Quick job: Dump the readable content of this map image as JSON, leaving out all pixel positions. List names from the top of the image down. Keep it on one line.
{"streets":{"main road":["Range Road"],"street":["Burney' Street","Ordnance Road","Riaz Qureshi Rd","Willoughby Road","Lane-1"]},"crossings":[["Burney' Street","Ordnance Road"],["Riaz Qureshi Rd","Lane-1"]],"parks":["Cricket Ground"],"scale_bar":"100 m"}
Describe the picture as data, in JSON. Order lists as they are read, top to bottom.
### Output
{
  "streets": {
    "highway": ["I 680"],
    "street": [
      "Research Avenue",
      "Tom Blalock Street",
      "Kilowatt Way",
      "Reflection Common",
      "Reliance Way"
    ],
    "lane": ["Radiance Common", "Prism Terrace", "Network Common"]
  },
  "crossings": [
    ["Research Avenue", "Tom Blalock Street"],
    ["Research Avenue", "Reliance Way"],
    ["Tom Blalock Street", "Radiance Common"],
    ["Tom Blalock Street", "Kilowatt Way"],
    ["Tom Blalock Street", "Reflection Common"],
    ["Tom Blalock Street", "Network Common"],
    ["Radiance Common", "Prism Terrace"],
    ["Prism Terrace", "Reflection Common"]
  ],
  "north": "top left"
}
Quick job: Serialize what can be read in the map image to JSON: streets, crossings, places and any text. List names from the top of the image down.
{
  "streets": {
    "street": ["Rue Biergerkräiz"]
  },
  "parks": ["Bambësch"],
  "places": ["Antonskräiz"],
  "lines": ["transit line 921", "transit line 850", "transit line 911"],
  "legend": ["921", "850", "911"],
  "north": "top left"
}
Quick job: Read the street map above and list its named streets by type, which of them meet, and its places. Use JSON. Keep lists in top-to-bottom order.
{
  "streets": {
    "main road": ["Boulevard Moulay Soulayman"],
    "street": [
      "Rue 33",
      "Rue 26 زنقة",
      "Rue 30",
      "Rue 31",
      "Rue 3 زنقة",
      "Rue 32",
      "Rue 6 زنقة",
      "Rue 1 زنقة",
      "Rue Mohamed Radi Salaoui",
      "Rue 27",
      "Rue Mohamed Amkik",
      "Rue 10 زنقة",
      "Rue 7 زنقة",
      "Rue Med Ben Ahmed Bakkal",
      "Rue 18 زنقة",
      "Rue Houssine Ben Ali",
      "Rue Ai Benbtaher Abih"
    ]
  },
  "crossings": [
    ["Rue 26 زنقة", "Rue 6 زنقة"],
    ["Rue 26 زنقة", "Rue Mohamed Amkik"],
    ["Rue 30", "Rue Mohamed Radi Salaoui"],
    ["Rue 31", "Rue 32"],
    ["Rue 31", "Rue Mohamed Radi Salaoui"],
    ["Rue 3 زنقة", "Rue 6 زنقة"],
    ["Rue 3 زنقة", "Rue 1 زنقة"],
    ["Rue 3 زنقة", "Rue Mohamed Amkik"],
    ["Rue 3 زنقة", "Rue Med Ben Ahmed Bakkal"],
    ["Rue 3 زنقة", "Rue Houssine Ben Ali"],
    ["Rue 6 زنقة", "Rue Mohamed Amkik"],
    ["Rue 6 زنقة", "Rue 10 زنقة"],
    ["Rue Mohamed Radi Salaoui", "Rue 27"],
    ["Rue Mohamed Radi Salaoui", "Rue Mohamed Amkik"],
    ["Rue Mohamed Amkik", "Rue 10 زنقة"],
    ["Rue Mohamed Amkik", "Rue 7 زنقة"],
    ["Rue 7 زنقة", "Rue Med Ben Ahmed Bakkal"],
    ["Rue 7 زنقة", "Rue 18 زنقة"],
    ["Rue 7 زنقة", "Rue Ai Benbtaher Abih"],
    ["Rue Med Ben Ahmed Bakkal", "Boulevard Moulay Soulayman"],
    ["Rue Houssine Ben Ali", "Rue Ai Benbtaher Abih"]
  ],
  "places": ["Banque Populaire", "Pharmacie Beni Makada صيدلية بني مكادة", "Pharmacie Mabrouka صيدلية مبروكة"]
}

Exercise description:
Your task is to repeat each line of the material exactly.

Answer to the problem:
Quick job: Dump the readable content of this map image as JSON, leaving out all pixel positions. List names from the top of the image down. Keep it on one line.
{"streets":{"main road":["Range Road"],"street":["Burney' Street","Ordnance Road","Riaz Qureshi Rd","Willoughby Road","Lane-1"]},"crossings":[["Burney' Street","Ordnance Road"],["Riaz Qureshi Rd","Lane-1"]],"parks":["Cricket Ground"],"scale_bar":"100 m"}
Describe the picture as data, in JSON. Order lists as they are read, top to bottom.
### Output
{
  "streets": {
    "highway": ["I 680"],
    "street": [
      "Research Avenue",
      "Tom Blalock Street",
      "Kilowatt Way",
      "Reflection Common",
      "Reliance Way"
    ],
    "lane": ["Radiance Common", "Prism Terrace", "Network Common"]
  },
  "crossings": [
    ["Research Avenue", "Tom Blalock Street"],
    ["Research Avenue", "Reliance Way"],
    ["Tom Blalock Street", "Radiance Common"],
    ["Tom Blalock Street", "Kilowatt Way"],
    ["Tom Blalock Street", "Reflection Common"],
    ["Tom Blalock Street", "Network Common"],
    ["Radiance Common", "Prism Terrace"],
    ["Prism Terrace", "Reflection Common"]
  ],
  "north": "top left"
}
Quick job: Serialize what can be read in the map image to JSON: streets, crossings, places and any text. List names from the top of the image down.
{
  "streets": {
    "street": ["Rue Biergerkräiz"]
  },
  "parks": ["Bambësch"],
  "places": ["Antonskräiz"],
  "lines": ["transit line 921", "transit line 850", "transit line 911"],
  "legend": ["921", "850", "911"],
  "north": "top left"
}
Quick job: Read the street map above and list its named streets by type, which of them meet, and its places. Use JSON. Keep lists in top-to-bottom order.
{
  "streets": {
    "main road": ["Boulevard Moulay Soulayman"],
    "street": [
      "Rue 33",
      "Rue 26 زنقة",
      "Rue 30",
      "Rue 31",
      "Rue 3 زنقة",
      "Rue 32",
      "Rue 6 زنقة",
      "Rue 1 زنقة",
      "Rue Mohamed Radi Salaoui",
      "Rue 27",
      "Rue Mohamed Amkik",
      "Rue 10 زنقة",
      "Rue 7 زنقة",
      "Rue Med Ben Ahmed Bakkal",
      "Rue 18 زنقة",
      "Rue Houssine Ben Ali",
      "Rue Ai Benbtaher Abih"
    ]
  },
  "crossings": [
    ["Rue 26 زنقة", "Rue 6 زنقة"],
    ["Rue 26 زنقة", "Rue Mohamed Amkik"],
    ["Rue 30", "Rue Mohamed Radi Salaoui"],
    ["Rue 31", "Rue 32"],
    ["Rue 31", "Rue Mohamed Radi Salaoui"],
    ["Rue 3 زنقة", "Rue 6 زنقة"],
    ["Rue 3 زنقة", "Rue 1 زنقة"],
    ["Rue 3 زنقة", "Rue Mohamed Amkik"],
    ["Rue 3 زنقة", "Rue Med Ben Ahmed Bakkal"],
    ["Rue 3 زنقة", "Rue Houssine Ben Ali"],
    ["Rue 6 زنقة", "Rue Mohamed Amkik"],
    ["Rue 6 زنقة", "Rue 10 زنقة"],
    ["Rue Mohamed Radi Salaoui", "Rue 27"],
    ["Rue Mohamed Radi Salaoui", "Rue Mohamed Amkik"],
    ["Rue Mohamed Amkik", "Rue 10 زنقة"],
    ["Rue Mohamed Amkik", "Rue 7 زنقة"],
    ["Rue 7 زنقة", "Rue Med Ben Ahmed Bakkal"],
    ["Rue 7 زنقة", "Rue 18 زنقة"],
    ["Rue 7 زنقة", "Rue Ai Benbtaher Abih"],
    ["Rue Med Ben Ahmed Bakkal", "Boulevard Moulay Soulayman"],
    ["Rue Houssine Ben Ali", "Rue Ai Benbtaher Abih"]
  ],
  "places": ["Banque Populaire", "Pharmacie Beni Makada صيدلية بني مكادة", "Pharmacie Mabrouka صيدلية مبروكة"]
}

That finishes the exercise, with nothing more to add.